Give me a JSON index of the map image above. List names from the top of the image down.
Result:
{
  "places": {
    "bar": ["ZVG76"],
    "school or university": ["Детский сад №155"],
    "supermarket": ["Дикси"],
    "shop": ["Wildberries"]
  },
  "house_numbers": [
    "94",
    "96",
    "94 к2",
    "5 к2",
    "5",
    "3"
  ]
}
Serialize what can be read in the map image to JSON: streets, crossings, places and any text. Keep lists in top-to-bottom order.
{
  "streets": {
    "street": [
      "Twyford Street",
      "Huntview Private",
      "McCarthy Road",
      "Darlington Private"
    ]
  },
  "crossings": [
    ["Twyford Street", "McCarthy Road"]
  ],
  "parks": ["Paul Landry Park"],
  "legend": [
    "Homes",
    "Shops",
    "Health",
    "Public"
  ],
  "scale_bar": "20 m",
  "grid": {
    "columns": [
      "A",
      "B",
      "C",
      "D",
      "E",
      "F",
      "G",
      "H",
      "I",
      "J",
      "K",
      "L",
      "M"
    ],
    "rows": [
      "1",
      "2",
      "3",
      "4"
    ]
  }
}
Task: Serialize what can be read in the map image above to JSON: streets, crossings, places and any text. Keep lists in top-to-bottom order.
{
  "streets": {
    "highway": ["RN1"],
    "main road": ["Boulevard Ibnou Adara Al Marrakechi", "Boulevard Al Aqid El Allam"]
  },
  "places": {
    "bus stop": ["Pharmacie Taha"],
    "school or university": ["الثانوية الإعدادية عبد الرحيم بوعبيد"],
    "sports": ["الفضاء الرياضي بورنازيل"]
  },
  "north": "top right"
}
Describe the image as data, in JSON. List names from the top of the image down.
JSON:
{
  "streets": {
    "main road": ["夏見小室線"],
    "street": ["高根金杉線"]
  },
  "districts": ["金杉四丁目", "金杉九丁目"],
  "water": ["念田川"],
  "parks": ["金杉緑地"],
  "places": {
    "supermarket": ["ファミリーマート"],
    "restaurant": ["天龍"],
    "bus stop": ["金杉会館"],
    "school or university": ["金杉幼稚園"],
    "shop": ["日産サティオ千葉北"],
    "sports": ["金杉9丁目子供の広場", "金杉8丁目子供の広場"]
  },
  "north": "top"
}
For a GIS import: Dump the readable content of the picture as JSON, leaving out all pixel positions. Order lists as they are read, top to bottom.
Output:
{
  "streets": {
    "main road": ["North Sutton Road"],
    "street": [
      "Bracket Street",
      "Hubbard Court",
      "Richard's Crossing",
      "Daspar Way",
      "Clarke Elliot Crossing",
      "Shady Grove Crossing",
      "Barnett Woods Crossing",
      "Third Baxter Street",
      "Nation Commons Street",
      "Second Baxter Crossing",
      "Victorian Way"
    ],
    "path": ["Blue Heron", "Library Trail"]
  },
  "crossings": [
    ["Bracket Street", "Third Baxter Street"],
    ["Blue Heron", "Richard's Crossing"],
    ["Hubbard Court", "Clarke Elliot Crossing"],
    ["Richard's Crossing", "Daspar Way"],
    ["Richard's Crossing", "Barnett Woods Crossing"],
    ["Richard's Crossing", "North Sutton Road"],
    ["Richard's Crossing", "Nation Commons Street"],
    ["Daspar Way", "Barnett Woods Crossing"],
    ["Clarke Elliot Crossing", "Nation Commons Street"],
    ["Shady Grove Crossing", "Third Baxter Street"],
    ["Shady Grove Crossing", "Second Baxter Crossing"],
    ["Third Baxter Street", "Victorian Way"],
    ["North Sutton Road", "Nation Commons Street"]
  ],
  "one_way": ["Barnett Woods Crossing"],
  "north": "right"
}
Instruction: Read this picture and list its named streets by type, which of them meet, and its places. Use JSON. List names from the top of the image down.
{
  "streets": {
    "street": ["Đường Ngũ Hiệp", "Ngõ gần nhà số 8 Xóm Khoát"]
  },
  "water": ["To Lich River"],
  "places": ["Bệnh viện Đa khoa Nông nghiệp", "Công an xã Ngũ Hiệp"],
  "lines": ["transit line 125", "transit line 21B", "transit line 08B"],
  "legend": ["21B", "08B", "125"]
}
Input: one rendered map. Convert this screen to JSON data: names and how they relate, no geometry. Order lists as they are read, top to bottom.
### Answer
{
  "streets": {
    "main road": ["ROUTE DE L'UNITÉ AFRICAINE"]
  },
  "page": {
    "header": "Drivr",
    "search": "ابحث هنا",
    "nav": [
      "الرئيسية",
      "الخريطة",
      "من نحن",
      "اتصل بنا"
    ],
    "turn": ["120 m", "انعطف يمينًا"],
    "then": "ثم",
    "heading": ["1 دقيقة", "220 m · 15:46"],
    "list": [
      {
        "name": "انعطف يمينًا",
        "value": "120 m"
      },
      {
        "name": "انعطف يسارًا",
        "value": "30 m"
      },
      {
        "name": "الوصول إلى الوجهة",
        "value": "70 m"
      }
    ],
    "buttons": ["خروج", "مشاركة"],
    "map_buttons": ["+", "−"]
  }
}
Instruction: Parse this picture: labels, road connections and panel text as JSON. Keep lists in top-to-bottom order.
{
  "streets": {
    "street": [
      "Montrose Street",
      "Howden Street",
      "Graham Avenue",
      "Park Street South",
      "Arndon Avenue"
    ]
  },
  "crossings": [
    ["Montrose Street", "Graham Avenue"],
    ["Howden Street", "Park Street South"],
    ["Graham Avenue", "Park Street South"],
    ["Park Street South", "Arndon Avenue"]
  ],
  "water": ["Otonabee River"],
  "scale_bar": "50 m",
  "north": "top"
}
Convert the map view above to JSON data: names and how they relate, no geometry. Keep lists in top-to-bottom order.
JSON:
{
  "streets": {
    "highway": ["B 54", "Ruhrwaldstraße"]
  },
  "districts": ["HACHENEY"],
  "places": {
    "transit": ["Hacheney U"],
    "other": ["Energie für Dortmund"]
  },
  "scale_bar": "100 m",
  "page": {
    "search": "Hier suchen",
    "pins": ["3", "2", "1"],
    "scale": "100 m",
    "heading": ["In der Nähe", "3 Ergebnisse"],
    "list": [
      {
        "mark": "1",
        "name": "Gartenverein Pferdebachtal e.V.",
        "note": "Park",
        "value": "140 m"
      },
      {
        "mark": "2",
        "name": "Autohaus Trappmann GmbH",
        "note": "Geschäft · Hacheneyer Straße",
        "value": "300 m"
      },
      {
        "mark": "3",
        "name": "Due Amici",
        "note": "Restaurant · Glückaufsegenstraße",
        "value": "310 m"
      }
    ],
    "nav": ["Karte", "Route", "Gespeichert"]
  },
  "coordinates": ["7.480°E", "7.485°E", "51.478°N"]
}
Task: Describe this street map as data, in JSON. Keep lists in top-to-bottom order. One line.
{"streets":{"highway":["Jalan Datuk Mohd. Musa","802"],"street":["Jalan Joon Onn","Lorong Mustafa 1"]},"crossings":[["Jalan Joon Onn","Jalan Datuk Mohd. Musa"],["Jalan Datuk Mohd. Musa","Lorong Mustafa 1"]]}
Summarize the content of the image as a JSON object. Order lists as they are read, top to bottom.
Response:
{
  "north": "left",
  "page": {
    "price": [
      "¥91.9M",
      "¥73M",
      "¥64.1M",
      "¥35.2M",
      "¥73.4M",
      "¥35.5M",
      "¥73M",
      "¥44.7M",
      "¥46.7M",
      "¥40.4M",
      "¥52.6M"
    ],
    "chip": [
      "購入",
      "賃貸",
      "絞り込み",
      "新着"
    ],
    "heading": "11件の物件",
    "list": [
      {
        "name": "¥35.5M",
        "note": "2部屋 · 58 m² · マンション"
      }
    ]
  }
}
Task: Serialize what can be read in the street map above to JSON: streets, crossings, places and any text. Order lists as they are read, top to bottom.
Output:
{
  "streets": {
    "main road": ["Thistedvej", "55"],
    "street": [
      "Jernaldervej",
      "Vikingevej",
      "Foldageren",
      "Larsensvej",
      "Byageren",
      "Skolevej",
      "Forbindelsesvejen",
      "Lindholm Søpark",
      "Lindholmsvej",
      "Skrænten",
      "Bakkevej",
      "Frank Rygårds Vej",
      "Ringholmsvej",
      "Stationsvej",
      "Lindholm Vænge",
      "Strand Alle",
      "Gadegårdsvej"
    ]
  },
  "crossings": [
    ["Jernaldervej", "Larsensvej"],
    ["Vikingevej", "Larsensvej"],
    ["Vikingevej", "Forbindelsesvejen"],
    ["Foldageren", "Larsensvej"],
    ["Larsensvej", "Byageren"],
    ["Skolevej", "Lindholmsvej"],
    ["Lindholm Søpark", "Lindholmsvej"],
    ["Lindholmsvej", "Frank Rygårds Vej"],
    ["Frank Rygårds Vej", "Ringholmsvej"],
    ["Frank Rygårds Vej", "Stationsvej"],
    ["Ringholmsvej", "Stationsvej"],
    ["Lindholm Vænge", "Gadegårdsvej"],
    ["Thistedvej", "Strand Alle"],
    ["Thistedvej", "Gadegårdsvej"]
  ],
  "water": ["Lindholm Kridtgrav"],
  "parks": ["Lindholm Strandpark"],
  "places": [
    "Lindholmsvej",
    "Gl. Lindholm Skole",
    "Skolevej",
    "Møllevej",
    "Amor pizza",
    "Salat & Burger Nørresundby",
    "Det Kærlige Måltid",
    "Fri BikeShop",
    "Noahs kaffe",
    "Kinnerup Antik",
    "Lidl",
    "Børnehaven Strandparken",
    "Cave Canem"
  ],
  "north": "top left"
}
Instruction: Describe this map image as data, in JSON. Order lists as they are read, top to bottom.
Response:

######

| Instructions for the task |
Please copy each line from the material above in which the string "content" appears.

| Response to the task |
For a GIS import: Dump the readable content of the picture as JSON, leaving out all pixel positions. Order lists as they are read, top to bottom.
Summarize the content of the image as a JSON object. Order lists as they are read, top to bottom.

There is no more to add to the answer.